Nu11.org writes "According to a SecurityFocus article, 'Federal prosecutors in California went too far when they put a man in prison for disclosing a website security hole to the people at risk from it.'" According to the article, "...by explaining how the vulnerability worked, and why customer data was at risk, prosecutors asserted, the security specialist 'impaired the integrity' of the affected network", citing the case of Bret McDanel and his former employer, Tornado Development, Inc. We've discussed the disclosure of software exploits recently.
Federal prosecutors in California went too far when they put a man in prison for disclosing a website security hole
Guess whose hole will need tight security now ?
"A door is what a dog is perpetually on the wrong side of" - Ogden Nash
Nice network you got there. It'd be a shame if something happened to it. Like a security hole getting exploited, right Vinnie?
... the land of free speech.
Talk About A Security Hole, Go To Jail?
Man, 90% of Microsoft's employees must be working out of prison...
The coolest voice ever.
This is disgusting. I can't imagine the sort of idiots who would think that this is a sensible interpretation of the law. What a bunch of useless motherHEYWHATAREYOUDOIdfhg;dkghtjk;htrshy
As I was saying, what a fair and just decision this is. God bless our legal system and all those who work to support it, especially the ones with guns.
Big guns
That aren't in any way being used to coerce me into writing thi';4grhy43gj[w3r#';;4NO CARRIER
Right, because this is JUST LIKE having your face eaten by rats and drinking Victory Gin. Jay-sus, do you pull out your Orwell for EVERY YRO STORY?
guy: "you're using Microsoft products, right?"
customer: "yes, that's correct"
guy: "well that's a huge security hole!"
customer: "no way! we have to keep this secret! come on Jeff, let's put this guy in jail before he tells anyone else!"
...why not just jack some credit card numbers/SSN's/other confidential info from the email system? If it means jail whether you do the good thing or the bad thing, why not make some scratch out of the process?
All's true that is mistrusted
Thats a gross generalization... who does this Lau guy think he is, some kind of philosopher? ;-)
The unofficial
Go directly to jail. Do not pass go. Do not collect 200 dollars. Do not tell others what you found. Let the hole be there for years. Let someone else find it and exploit it and collect 200 dollars.
[alk]
How about "unsecured WEP"? I know of several WEP-active APs that will gladly hand out the WEP keys (at least to the windows wireless configuration crap) It might be the stupidest damn thing in the world, but it's true.

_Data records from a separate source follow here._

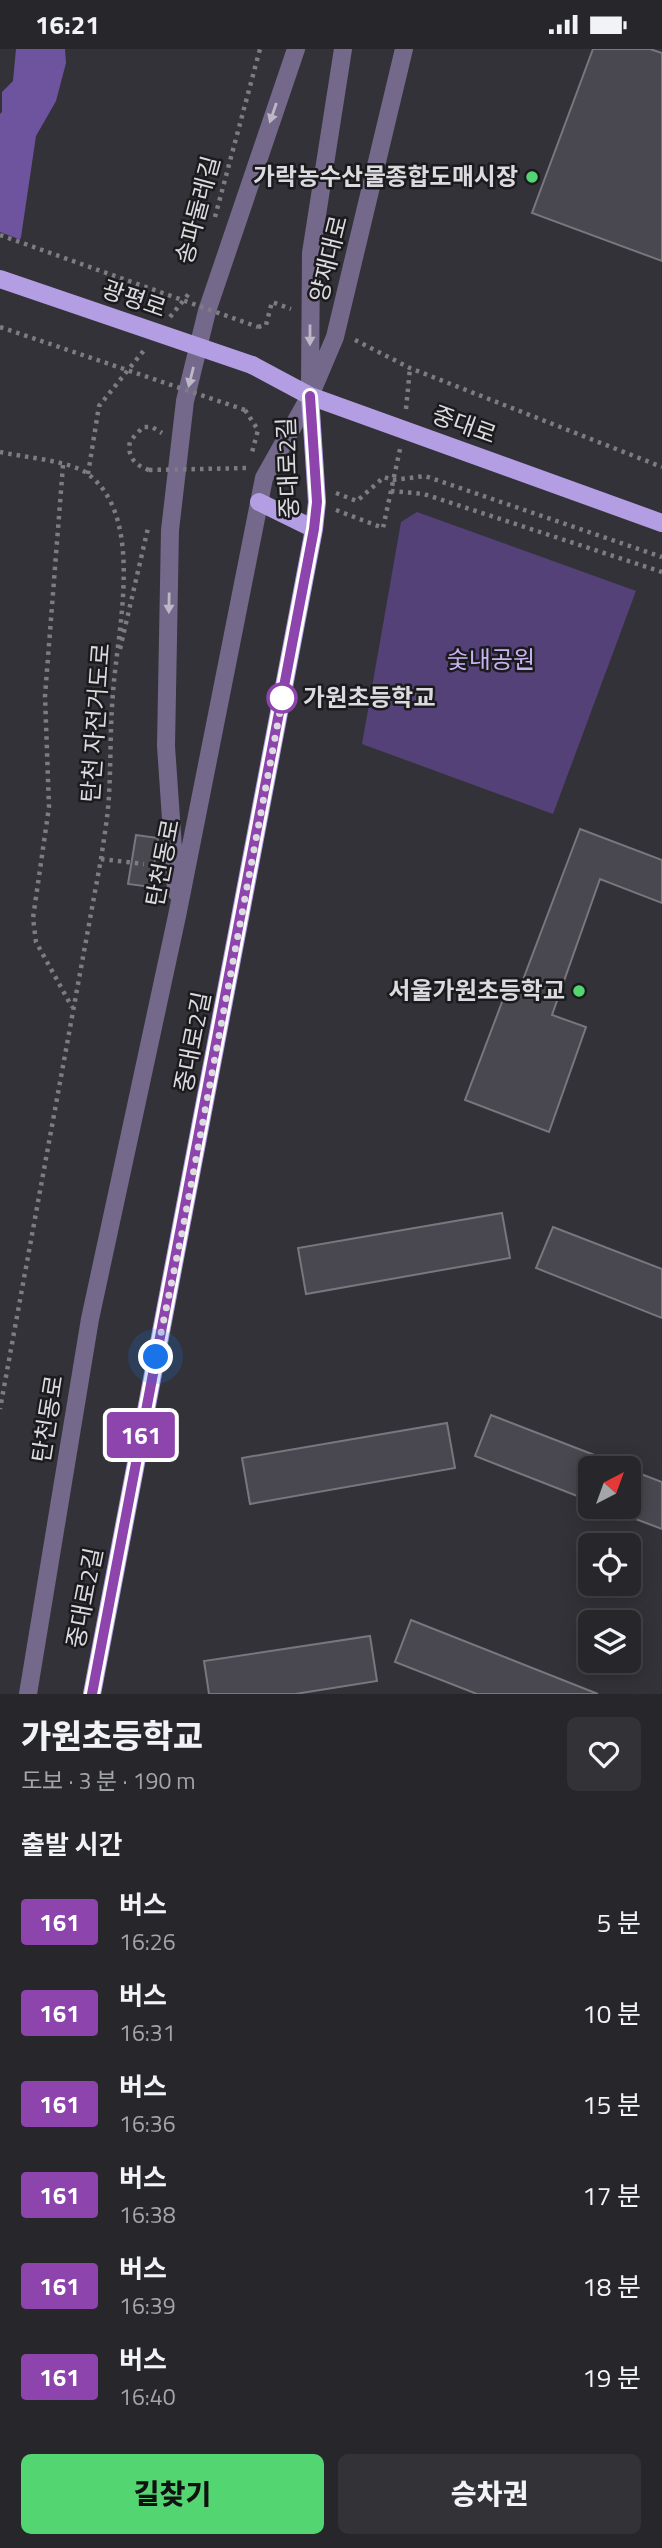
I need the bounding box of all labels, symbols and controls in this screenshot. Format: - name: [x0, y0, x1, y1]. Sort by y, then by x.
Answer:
- text: 16:21: [35, 5, 100, 44]
- one-way arrow: [267, 103, 278, 124]
- street label: 송파둘레길: [165, 152, 229, 268]
- place label: 가락농수산물종합도매시장: [253, 158, 518, 194]
- marker: 가락농수산물종합도매시장: [524, 169, 540, 185]
- street label: 양재대로: [300, 212, 356, 306]
- street label: 광평로: [97, 270, 172, 326]
- one-way arrow: [305, 324, 316, 346]
- one-way arrow: [185, 366, 196, 388]
- street label: 중대로: [427, 396, 502, 452]
- street label: 중대로2길: [267, 417, 307, 520]
- one-way arrow: [163, 592, 175, 614]
- park label: 숯내공원: [447, 641, 535, 677]
- street label: 탄천 자전거도로: [71, 642, 119, 804]
- place label: 가원초등학교: [303, 679, 435, 715]
- marker: 가원초등학교: [267, 683, 297, 713]
- street label: 탄천동로: [136, 816, 188, 910]
- place label: 서울가원초등학교: [388, 972, 565, 1008]
- marker: 서울가원초등학교: [571, 983, 587, 999]
- street label: 중대로2길: [165, 988, 219, 1095]
- your location: [138, 1339, 173, 1374]
- street label: 탄천동로: [22, 1372, 72, 1465]
- line badge: 161: [101, 1412, 181, 1458]
- text: 161: [121, 1417, 161, 1453]
- north arrow: [578, 1456, 640, 1519]
- map controls: [578, 1456, 641, 1673]
- button: locate: [578, 1533, 641, 1596]
- street label: 중대로2길: [57, 1544, 111, 1651]
- button: layers: [578, 1610, 641, 1673]
- text: 가원초등학교: [21, 1711, 203, 1761]
- button: heart: [567, 1717, 641, 1791]
- text: 도보 · 3 분 · 190 m: [21, 1763, 196, 1798]
- text: 출발 시간: [21, 1825, 122, 1864]
- text: 버스: [119, 1885, 167, 1924]
- text: 5 분: [597, 1903, 641, 1942]
- text: 161: [39, 1904, 80, 1940]
- text: 16:26: [119, 1924, 176, 1959]
- text: 버스: [119, 1976, 167, 2015]
- text: 10 분: [582, 1994, 641, 2033]
- text: 161: [39, 1995, 80, 2031]
- text: 16:31: [119, 2015, 176, 2050]
- text: 버스: [119, 2067, 167, 2106]
- text: 15 분: [582, 2085, 641, 2124]
- text: 161: [39, 2086, 80, 2122]
- text: 16:36: [119, 2106, 176, 2141]
- text: 버스: [119, 2158, 167, 2197]
- text: 17 분: [582, 2176, 641, 2215]
- text: 161: [39, 2177, 80, 2213]
- text: 16:38: [119, 2197, 176, 2232]
- text: 버스: [119, 2249, 167, 2288]
- text: 18 분: [582, 2267, 641, 2306]
- text: 161: [39, 2268, 80, 2304]
- text: 16:39: [119, 2288, 176, 2323]
- text: 버스: [119, 2340, 167, 2379]
- text: 19 분: [582, 2358, 641, 2397]
- text: 161: [39, 2359, 80, 2395]
- text: 16:40: [119, 2379, 176, 2414]
- button: 길찾기: [21, 2454, 324, 2534]
- button: 승차권: [338, 2454, 641, 2534]

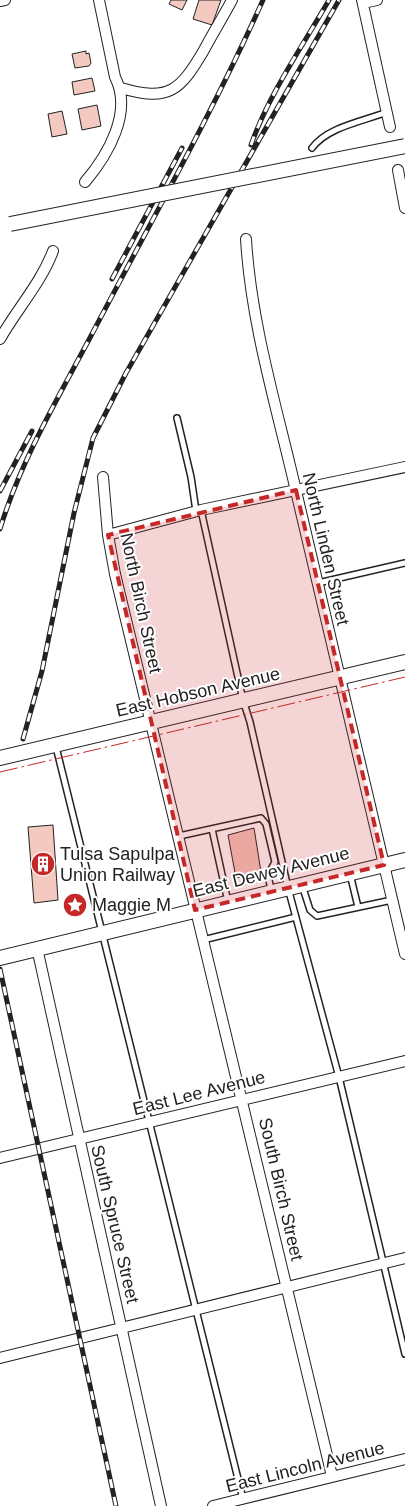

Everyone knows that the best way to let a company know about a security hole is to write a worm that exploits it and release it into the wild.
-R
From the Article:
"The applicable language in the Computer Fraud and Abuse Act make it a crime to "knowingly cause the transmission of information and as a result of such conduct, intentionally cause any impairment to the integrity or availability of data, a program, a system, or information without authorization."
If I am interpreting that correctly, would I be guilty of a federal crime if I send out a mass email that said "OMG, Windows F%^&ing sucks. It just crashed and I lost all my work!!" I am after all intentially try to damage the integrety of a program right?
All further 1, 2, n, n+1 Profit jokes are now obsolete.
Not quite...
4. Sell next version w/fix and new holes
5. Profit (Again)
6. Repeat as needed.
This post is an attempt at humor. If you are lacking in humor and have mod points please see parent post.